§ EXTRACTED INFORMATION:
- Opening Delimiter -

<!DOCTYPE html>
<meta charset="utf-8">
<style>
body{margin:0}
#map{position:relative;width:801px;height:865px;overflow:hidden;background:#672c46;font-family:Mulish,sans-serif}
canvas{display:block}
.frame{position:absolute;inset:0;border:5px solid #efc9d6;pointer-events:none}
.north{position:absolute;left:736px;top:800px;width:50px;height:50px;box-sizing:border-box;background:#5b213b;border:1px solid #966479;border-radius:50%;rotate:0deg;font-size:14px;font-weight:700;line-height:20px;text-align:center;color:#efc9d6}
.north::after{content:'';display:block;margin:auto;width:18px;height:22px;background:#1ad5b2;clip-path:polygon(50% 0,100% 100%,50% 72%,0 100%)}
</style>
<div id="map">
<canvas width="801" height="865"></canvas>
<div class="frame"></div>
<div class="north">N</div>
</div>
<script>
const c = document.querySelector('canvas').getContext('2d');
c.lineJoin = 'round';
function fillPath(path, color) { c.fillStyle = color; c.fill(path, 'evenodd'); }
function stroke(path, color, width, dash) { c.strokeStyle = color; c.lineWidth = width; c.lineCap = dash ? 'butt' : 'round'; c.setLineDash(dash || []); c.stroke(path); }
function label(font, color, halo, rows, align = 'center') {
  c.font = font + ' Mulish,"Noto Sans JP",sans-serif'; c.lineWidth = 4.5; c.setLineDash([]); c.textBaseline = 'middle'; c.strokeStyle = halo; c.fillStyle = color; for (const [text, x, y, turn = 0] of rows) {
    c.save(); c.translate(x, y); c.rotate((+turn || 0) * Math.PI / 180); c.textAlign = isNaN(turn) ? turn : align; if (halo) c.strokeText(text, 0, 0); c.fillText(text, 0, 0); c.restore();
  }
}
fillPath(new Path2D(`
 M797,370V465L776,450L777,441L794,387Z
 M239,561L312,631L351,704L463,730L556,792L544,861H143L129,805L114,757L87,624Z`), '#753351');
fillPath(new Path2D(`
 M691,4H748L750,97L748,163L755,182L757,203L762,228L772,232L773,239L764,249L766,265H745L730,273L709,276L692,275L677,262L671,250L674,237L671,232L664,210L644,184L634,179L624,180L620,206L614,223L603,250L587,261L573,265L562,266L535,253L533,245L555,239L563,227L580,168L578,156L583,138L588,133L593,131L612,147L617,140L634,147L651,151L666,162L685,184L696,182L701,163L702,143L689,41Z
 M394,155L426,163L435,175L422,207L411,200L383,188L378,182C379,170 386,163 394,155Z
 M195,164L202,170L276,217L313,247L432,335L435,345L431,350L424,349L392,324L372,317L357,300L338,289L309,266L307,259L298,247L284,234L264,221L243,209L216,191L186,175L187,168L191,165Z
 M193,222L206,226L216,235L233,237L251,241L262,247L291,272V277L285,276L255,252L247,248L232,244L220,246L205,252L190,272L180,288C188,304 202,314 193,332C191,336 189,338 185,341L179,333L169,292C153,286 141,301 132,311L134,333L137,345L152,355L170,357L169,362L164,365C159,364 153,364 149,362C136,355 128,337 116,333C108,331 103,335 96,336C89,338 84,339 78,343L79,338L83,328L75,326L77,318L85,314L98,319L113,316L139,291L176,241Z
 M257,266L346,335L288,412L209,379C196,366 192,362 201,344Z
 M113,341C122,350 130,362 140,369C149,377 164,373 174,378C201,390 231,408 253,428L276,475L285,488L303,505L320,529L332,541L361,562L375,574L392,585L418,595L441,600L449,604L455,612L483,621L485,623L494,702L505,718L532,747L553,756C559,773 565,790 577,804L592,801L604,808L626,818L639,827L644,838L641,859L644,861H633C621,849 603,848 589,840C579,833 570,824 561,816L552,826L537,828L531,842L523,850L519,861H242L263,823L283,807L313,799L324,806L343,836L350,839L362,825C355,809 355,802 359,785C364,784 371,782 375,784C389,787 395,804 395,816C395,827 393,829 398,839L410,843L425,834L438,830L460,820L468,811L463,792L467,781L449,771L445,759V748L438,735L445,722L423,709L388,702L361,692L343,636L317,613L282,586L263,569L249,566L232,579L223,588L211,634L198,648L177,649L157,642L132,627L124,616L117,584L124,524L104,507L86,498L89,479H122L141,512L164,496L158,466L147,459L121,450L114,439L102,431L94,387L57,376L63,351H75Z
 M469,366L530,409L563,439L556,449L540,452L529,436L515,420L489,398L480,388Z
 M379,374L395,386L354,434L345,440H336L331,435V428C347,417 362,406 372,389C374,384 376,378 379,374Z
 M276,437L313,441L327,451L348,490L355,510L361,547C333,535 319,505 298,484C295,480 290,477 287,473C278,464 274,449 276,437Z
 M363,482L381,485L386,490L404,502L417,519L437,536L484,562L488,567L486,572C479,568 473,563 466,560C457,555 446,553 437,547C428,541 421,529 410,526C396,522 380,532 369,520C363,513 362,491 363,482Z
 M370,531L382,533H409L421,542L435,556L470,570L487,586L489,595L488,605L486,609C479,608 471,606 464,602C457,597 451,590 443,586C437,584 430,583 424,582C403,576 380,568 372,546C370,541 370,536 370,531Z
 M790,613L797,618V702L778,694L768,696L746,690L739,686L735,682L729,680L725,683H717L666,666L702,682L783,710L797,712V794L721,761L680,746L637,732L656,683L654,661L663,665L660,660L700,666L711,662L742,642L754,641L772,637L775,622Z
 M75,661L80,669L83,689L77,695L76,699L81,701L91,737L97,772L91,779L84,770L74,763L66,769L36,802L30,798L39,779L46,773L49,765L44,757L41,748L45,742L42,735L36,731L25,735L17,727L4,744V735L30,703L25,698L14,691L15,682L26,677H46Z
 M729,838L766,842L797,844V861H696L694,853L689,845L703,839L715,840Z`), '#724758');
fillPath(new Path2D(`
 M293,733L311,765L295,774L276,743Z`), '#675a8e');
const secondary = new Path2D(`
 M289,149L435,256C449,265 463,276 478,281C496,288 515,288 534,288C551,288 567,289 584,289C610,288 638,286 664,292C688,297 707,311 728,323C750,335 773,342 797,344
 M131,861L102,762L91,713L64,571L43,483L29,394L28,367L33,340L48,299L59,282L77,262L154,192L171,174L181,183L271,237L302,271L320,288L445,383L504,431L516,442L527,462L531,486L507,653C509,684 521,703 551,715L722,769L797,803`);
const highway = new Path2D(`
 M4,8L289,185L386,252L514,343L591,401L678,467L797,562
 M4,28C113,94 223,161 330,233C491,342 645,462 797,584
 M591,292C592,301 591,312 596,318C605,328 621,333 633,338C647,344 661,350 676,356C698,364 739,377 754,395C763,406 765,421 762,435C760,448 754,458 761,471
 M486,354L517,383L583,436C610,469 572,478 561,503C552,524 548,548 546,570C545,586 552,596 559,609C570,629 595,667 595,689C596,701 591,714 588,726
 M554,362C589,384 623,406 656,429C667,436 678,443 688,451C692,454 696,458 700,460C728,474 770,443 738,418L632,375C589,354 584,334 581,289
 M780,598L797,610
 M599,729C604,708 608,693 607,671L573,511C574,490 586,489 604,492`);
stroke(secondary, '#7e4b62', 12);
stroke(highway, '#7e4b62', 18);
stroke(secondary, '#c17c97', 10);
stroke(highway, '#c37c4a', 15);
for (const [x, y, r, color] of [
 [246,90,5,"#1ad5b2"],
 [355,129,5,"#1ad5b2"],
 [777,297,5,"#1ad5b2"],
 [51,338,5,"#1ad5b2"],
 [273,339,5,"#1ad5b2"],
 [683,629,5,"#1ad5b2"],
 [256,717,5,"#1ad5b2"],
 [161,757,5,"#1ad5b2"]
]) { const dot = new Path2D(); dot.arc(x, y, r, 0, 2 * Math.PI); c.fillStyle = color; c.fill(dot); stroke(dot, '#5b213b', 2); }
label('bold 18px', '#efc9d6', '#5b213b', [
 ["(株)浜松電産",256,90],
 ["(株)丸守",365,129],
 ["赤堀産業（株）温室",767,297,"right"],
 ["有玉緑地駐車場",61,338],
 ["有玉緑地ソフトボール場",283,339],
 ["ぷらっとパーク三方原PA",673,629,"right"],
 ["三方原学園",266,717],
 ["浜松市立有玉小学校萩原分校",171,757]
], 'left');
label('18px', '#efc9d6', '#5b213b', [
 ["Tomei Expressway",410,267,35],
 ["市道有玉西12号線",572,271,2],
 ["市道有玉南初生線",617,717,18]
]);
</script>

- Closing Delimiter -

All that is needed is the exact run of lines above from the line containing "function fillPath(path, color)" through the line containing "function label(font, color, halo, rows, align", both of them included.

function fillPath(path, color) { c.fillStyle = color; c.fill(path, 'evenodd'); }
function stroke(path, color, width, dash) { c.strokeStyle = color; c.lineWidth = width; c.lineCap = dash ? 'butt' : 'round'; c.setLineDash(dash || []); c.stroke(path); }
function label(font, color, halo, rows, align = 'center') {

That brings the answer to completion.